=== Exercise goal ===
Copy the entries exactly, through the "0 #c3c2c2) drop-shadow(-2px" line.

Segment Start: Provided material

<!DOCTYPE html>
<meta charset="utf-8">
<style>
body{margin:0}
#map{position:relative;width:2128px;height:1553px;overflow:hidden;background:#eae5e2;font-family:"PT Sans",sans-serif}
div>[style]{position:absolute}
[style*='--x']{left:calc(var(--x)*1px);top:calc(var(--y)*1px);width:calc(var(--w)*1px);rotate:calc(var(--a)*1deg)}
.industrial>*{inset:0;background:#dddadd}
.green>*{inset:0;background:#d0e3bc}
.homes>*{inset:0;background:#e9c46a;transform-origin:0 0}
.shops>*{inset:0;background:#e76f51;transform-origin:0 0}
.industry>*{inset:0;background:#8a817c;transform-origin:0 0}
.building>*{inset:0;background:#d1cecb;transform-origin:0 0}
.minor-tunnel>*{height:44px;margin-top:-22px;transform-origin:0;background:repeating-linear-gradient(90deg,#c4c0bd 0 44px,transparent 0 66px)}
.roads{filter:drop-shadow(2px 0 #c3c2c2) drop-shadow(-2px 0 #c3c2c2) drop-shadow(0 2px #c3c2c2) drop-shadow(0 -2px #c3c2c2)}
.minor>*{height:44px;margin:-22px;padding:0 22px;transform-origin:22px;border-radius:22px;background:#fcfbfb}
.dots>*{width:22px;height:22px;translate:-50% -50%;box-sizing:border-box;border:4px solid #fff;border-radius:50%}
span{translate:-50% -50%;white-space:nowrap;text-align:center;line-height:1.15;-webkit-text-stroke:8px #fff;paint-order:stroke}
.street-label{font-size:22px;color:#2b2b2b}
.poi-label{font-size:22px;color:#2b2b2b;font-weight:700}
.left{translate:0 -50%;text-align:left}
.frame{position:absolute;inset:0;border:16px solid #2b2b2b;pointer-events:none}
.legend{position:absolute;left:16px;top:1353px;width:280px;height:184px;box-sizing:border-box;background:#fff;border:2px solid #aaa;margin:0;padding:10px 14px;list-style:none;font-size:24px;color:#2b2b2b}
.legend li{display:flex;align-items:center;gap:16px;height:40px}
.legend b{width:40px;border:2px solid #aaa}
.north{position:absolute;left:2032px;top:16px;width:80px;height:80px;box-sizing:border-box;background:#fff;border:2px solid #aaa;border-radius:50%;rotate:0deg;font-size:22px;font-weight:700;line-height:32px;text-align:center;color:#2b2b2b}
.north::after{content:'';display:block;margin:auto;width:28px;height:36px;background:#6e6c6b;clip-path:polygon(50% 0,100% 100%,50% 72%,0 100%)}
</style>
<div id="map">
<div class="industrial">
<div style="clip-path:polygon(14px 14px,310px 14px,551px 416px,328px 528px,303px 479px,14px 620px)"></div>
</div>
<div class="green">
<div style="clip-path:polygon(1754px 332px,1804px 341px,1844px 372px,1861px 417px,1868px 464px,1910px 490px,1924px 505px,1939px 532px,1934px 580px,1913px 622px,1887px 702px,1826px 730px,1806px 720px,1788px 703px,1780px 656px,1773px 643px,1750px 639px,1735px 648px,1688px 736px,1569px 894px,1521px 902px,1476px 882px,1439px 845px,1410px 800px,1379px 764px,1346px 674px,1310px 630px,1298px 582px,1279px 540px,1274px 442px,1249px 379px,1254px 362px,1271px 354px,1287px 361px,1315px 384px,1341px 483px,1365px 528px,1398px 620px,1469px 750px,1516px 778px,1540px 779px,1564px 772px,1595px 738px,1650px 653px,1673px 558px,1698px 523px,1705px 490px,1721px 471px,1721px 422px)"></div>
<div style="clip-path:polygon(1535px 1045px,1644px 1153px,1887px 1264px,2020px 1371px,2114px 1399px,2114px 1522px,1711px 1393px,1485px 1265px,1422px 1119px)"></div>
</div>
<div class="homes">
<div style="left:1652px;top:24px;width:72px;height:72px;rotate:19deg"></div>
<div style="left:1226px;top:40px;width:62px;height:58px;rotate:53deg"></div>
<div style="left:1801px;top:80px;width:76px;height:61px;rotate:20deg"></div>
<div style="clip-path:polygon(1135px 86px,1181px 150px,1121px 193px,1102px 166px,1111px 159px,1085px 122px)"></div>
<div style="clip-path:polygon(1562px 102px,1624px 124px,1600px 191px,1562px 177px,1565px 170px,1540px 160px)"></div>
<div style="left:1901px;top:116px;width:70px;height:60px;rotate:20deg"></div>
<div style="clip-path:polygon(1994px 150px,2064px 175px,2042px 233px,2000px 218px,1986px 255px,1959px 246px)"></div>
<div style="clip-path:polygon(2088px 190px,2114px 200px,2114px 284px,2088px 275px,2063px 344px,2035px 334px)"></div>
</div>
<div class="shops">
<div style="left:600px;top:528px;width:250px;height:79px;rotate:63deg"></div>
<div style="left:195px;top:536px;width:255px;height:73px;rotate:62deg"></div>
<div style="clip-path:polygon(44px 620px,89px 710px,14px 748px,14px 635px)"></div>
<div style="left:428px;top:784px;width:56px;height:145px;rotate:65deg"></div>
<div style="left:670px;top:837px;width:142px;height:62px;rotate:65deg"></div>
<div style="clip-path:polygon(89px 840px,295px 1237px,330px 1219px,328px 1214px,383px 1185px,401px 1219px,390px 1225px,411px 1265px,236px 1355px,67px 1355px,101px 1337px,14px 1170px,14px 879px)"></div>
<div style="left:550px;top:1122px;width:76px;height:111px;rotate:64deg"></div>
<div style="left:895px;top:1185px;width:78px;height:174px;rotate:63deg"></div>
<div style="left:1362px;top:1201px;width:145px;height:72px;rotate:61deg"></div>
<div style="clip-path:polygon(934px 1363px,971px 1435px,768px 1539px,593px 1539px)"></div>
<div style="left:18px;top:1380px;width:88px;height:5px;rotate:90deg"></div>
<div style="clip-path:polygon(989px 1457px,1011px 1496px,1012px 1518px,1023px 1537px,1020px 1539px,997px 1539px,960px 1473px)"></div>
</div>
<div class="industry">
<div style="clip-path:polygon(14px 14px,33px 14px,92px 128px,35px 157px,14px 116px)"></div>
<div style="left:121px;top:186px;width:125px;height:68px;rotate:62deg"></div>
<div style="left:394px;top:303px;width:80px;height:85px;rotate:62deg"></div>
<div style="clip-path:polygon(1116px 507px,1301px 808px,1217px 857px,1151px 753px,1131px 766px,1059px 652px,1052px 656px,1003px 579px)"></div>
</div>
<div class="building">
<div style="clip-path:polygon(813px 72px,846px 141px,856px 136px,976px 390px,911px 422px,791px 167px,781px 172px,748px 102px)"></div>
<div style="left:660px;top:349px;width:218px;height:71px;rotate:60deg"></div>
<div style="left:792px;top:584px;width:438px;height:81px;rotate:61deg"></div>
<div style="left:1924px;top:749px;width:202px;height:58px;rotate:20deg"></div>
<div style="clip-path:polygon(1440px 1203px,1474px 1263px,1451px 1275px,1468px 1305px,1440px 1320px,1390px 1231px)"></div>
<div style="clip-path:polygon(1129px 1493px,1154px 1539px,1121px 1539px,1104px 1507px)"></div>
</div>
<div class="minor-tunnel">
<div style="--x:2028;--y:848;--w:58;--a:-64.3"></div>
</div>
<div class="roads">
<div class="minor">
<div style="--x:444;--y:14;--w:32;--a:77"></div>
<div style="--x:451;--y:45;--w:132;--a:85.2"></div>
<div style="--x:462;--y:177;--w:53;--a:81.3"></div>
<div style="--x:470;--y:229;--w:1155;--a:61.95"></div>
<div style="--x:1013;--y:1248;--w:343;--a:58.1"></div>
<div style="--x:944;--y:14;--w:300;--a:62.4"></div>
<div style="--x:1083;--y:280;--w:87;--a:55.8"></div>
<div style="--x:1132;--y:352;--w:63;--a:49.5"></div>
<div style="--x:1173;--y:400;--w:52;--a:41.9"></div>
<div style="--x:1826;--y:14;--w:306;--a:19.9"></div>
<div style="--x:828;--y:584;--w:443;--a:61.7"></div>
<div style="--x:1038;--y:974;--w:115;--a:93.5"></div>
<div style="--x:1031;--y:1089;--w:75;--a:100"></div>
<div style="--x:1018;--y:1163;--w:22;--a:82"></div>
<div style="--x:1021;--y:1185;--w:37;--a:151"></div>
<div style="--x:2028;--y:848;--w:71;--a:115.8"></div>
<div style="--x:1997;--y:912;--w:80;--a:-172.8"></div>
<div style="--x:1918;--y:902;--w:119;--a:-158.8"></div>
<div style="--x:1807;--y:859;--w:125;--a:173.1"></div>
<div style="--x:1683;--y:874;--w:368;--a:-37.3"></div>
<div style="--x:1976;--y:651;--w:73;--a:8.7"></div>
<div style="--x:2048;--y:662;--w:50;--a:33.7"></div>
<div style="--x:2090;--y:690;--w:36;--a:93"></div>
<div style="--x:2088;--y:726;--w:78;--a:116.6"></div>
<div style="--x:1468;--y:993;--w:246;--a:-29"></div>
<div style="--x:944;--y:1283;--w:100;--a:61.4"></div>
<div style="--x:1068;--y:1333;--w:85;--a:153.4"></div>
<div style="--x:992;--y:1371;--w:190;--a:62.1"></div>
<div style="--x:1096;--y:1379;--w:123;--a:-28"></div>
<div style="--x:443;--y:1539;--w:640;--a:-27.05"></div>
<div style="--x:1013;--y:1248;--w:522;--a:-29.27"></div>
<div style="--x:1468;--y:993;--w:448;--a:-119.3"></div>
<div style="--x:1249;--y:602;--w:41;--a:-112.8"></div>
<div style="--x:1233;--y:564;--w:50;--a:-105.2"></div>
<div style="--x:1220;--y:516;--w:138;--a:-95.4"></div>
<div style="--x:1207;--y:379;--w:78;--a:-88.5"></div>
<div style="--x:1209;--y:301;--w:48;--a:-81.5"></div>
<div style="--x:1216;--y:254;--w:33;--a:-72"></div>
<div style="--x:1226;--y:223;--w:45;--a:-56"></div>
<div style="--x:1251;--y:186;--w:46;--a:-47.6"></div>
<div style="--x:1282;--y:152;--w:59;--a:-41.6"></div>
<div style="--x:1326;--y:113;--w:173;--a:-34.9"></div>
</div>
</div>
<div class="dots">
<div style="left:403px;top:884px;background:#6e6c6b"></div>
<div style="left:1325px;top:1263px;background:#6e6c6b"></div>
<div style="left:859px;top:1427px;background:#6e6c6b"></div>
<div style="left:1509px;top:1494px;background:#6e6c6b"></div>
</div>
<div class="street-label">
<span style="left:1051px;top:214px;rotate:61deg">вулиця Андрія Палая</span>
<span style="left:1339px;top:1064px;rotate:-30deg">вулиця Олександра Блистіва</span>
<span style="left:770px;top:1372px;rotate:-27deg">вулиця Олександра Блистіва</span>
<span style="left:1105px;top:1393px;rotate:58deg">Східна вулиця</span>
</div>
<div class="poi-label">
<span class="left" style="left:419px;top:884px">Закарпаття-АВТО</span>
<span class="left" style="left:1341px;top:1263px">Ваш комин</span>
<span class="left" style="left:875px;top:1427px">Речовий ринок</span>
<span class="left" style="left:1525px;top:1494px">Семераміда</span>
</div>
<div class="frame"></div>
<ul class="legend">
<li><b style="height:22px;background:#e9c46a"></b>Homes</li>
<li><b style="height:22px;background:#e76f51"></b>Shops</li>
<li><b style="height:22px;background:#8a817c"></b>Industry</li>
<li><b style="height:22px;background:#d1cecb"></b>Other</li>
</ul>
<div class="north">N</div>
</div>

Segment End: Provided material

=== Solution to this task ===
<!DOCTYPE html>
<meta charset="utf-8">
<style>
body{margin:0}
#map{position:relative;width:2128px;height:1553px;overflow:hidden;background:#eae5e2;font-family:"PT Sans",sans-serif}
div>[style]{position:absolute}
[style*='--x']{left:calc(var(--x)*1px);top:calc(var(--y)*1px);width:calc(var(--w)*1px);rotate:calc(var(--a)*1deg)}
.industrial>*{inset:0;background:#dddadd}
.green>*{inset:0;background:#d0e3bc}
.homes>*{inset:0;background:#e9c46a;transform-origin:0 0}
.shops>*{inset:0;background:#e76f51;transform-origin:0 0}
.industry>*{inset:0;background:#8a817c;transform-origin:0 0}
.building>*{inset:0;background:#d1cecb;transform-origin:0 0}
.minor-tunnel>*{height:44px;margin-top:-22px;transform-origin:0;background:repeating-linear-gradient(90deg,#c4c0bd 0 44px,transparent 0 66px)}
.roads{filter:drop-shadow(2px 0 #c3c2c2) drop-shadow(-2px 0 #c3c2c2) drop-shadow(0 2px #c3c2c2) drop-shadow(0 -2px #c3c2c2)}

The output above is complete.